El Mundo 28/11/12
DAVID GISTAU
OCURRIÓ en Sevilla, durante el último congreso del PP, cuando Rajoy aún lucía, flamante, la aureola triunfal. Hacía rato que había despachado el folio del día, en el que motejaba a Aznar de personaje traspapelado, batido por el nuevo PP hasta en la marca histórica de la mayoría absoluta, y andaba de tabernas por Santa Cruz con algunos de los sospechosos habituales de las coberturas. Entonces, el móvil sonó.

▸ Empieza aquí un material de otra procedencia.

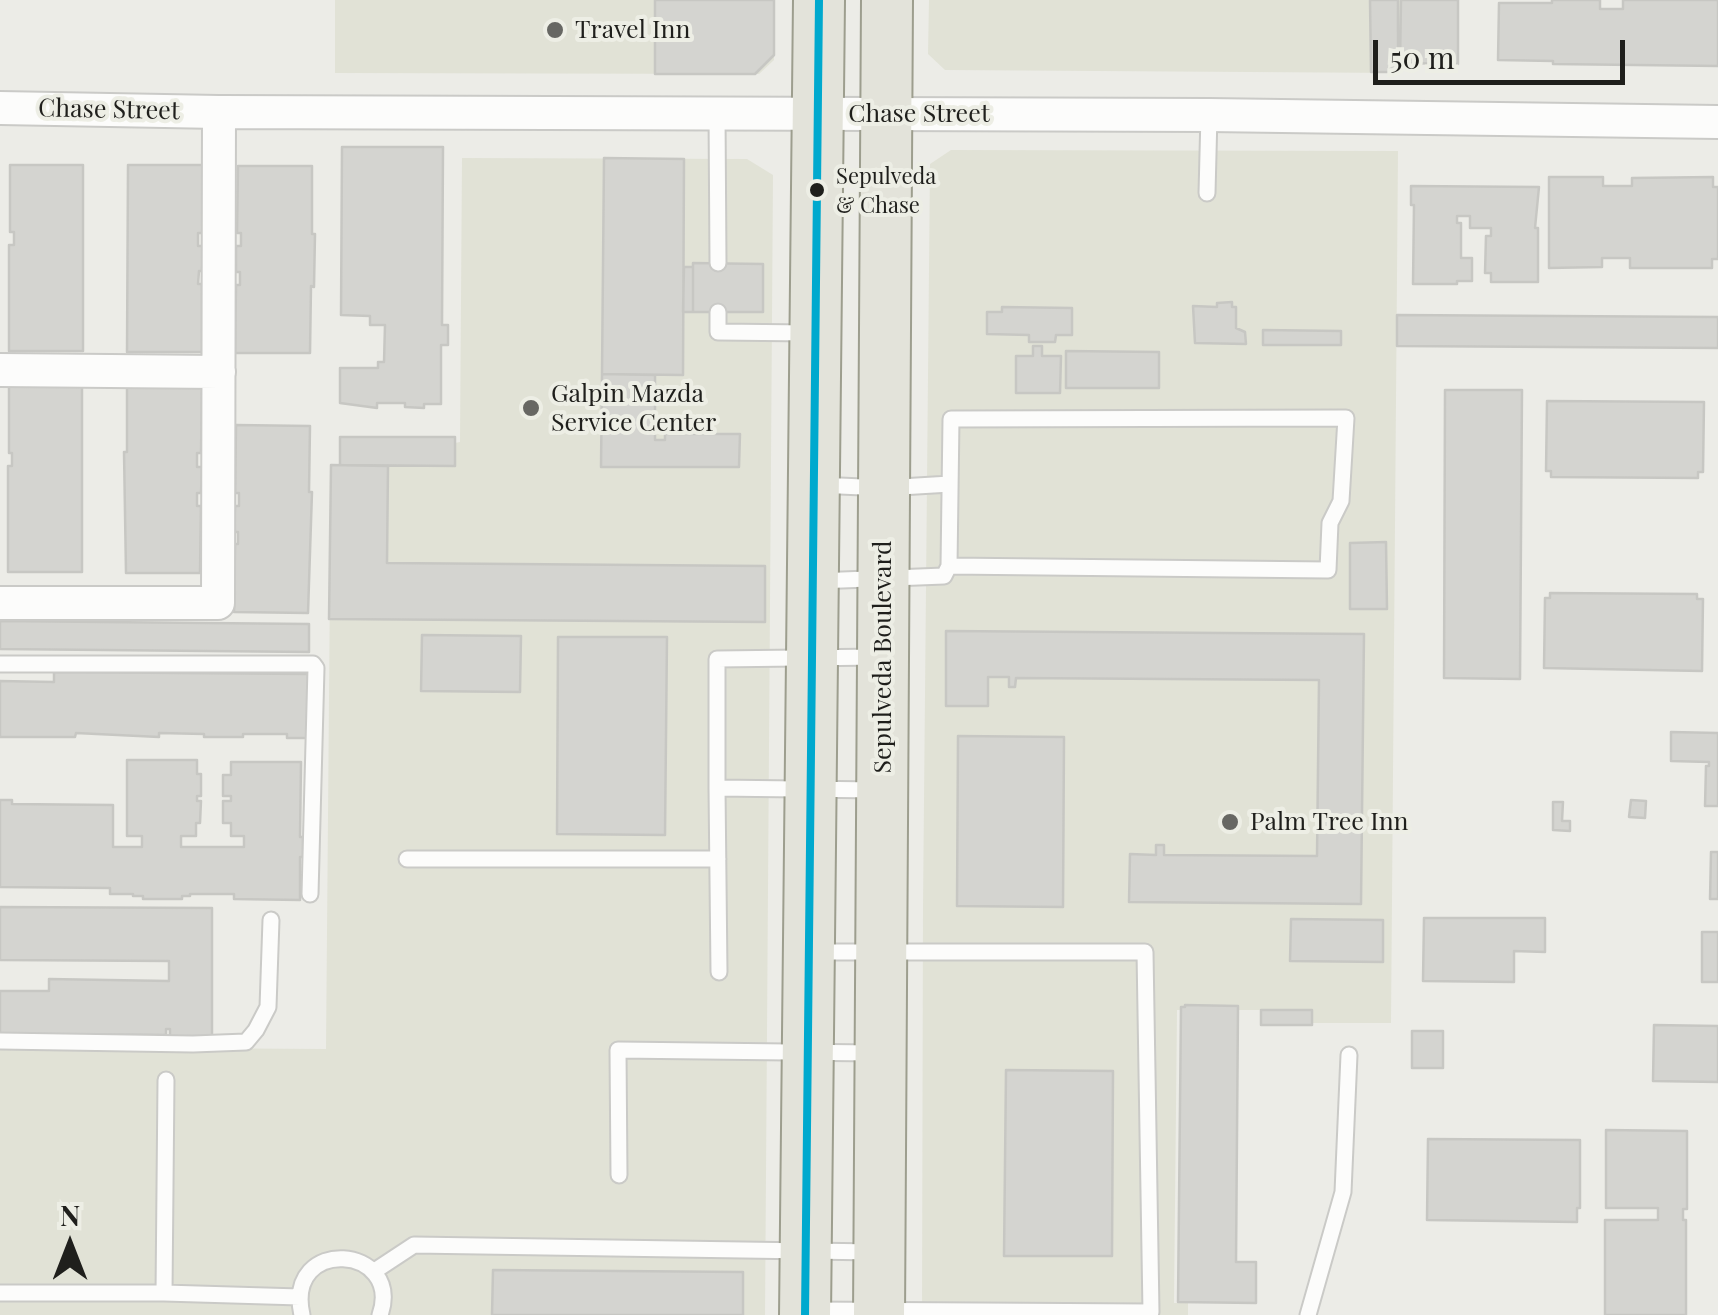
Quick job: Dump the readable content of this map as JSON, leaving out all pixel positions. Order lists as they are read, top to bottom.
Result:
{
  "streets": {
    "main road": ["Sepulveda Boulevard"],
    "street": ["Chase Street"]
  },
  "crossings": [
    ["Chase Street", "Sepulveda Boulevard"]
  ],
  "places": [
    "Travel Inn",
    "Sepulveda & Chase",
    "Galpin Mazda Service Center",
    "Palm Tree Inn"
  ],
  "scale_bar": "50 m",
  "north": "top"
}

Y fui invitado a tomar café con los comensales de un restaurante entre los que acababa de circular la primera edición del periódico del día siguiente.

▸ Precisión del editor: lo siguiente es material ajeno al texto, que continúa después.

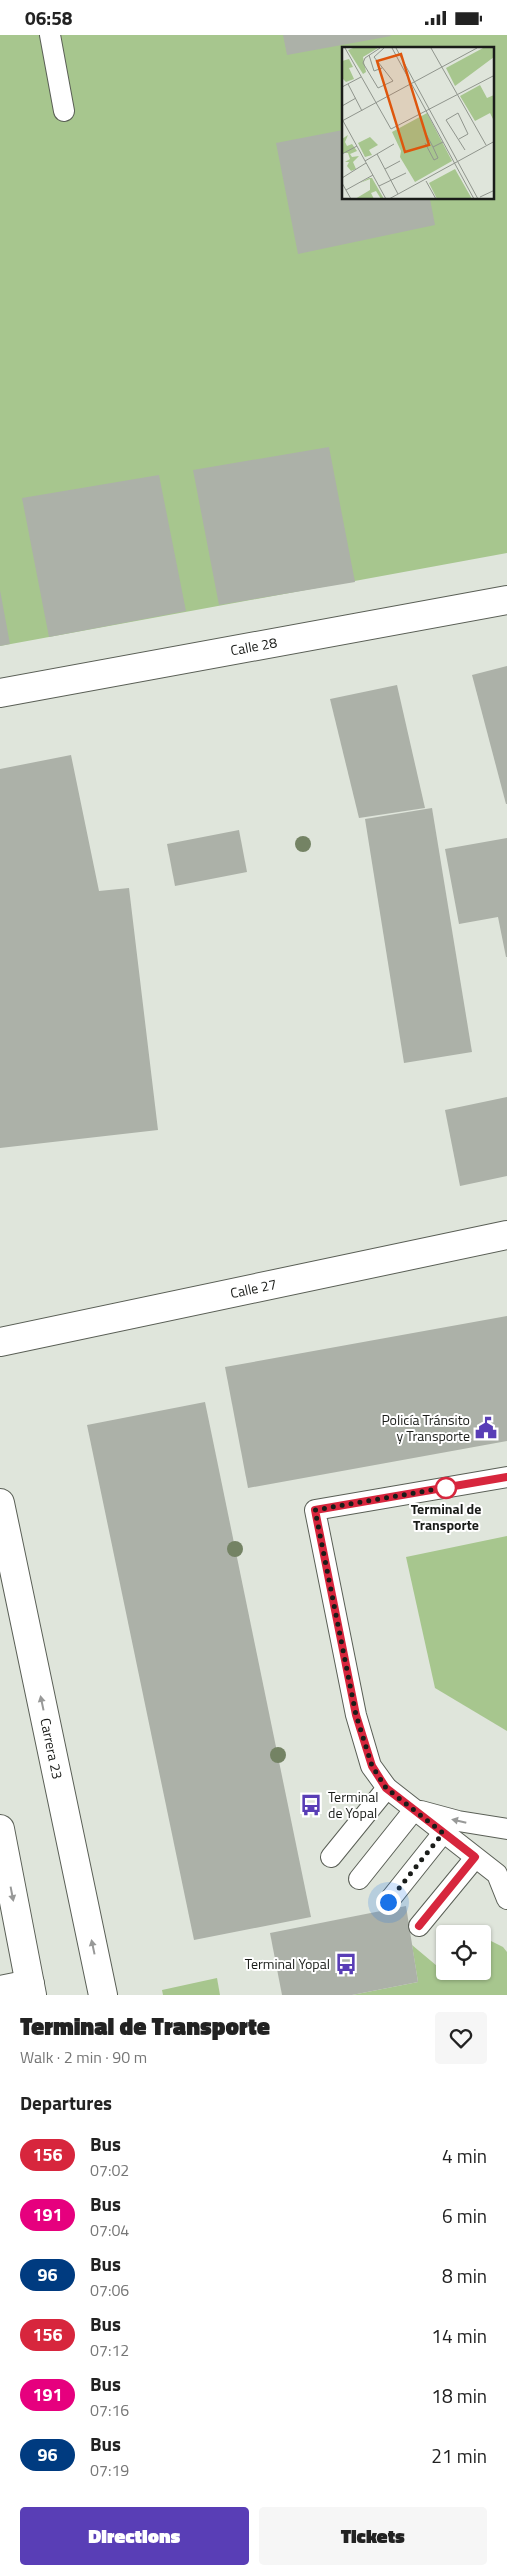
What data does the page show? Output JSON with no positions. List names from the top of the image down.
{
  "streets": {
    "street": ["Calle 28", "Calle 27", "Carrera 23"]
  },
  "places": {
    "public building": ["Policía Tránsito y Transporte"],
    "other": ["Terminal de Transporte"],
    "bus stop": ["Terminal de Yopal", "Terminal Yopal"]
  },
  "lines": ["bus line 156"],
  "page": {
    "status": "06:58",
    "heading": [
      ["Terminal de Transporte", "Walk · 2 min · 90 m"],
      "Departures"
    ],
    "list": [
      {
        "mark": "156",
        "name": "Bus",
        "note": "07:02",
        "value": "4 min"
      },
      {
        "mark": "191",
        "name": "Bus",
        "note": "07:04",
        "value": "6 min"
      },
      {
        "mark": "96",
        "name": "Bus",
        "note": "07:06",
        "value": "8 min"
      },
      {
        "mark": "156",
        "name": "Bus",
        "note": "07:12",
        "value": "14 min"
      },
      {
        "mark": "191",
        "name": "Bus",
        "note": "07:16",
        "value": "18 min"
      },
      {
        "mark": "96",
        "name": "Bus",
        "note": "07:19",
        "value": "21 min"
      }
    ],
    "buttons": ["Directions", "Tickets"]
  }
}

Al intentar saludar a Aznar, le tiré al suelo la chaqueta que estaba apoyada en el respaldo de la silla: «Joé, me llamas traspapelado, me tiras la chaqueta…», y la frase sonó como si estuviera abocada al «No queda sino batirse» de Alatriste. Sin embargo, la conversación posterior fue grata. Aznar es uno de esos tipos que arrancan las frases hablando muy bajo porque cuentan con que toda la mesa callará en cuanto hable. Hizo algunos augurios que se han cumplido. Con todo, la sensación fue triste. Viniendo de la apoteosis marianista, Aznar parecía estar en Santa Elena, acompañado apenas por un cortejo de leales, jóvenes del purismo casi todos, del PP Auténtico, que habían aceptado compartir el exilio de otro, como los que viajaron con Napoleón. En verdad callaban en cuanto se percataban de que Aznar iba a hablar.

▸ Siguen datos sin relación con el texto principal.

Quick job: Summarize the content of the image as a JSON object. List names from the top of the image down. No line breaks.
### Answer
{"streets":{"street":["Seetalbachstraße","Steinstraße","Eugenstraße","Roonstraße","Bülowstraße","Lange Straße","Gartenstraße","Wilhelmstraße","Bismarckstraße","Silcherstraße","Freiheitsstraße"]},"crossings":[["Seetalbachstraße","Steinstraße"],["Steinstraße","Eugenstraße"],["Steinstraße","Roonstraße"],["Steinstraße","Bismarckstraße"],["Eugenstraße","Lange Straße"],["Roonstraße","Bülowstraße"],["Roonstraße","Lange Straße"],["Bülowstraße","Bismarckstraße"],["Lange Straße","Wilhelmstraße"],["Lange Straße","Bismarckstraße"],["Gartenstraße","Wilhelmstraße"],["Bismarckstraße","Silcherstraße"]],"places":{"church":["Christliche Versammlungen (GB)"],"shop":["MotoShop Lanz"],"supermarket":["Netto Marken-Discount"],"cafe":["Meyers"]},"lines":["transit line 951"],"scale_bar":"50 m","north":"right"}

He recordado esa soledad sevillana al contemplar el tumultuoso comeback de Aznar, consagrado en la presentación de sus memorias. Dos indicios hay de su vigencia. El odio de sus enemigos, que permanece igual de virulento. Y la atracción de sus acólitos, que siguen buscando en él un influjo moral, más hondo que la circunstancia electoral, que Rajoy es incapaz de ejercer. Aznar le robó el discurso en aquella entrega de premio a Vargas Llosa, cuando pronunció las primeras palabras que percutían con la aventura de Mas y que todo el partido asumió como si llevara tiempo necesitando escucharlas. Rajoy aún es dueño del poder. Pero, unos meses después de Sevilla, es Moncloa la que parece Santa Elena, mientras Aznar irrumpe de nuevo con ese sentido patrimonial con el que asocia la nación a su legado. Eso sí: ¿No era más fácil decirle al Rey por teléfono el puñetero nombre en vez de obligarlo a buscar un cuaderno en el fondo del mar?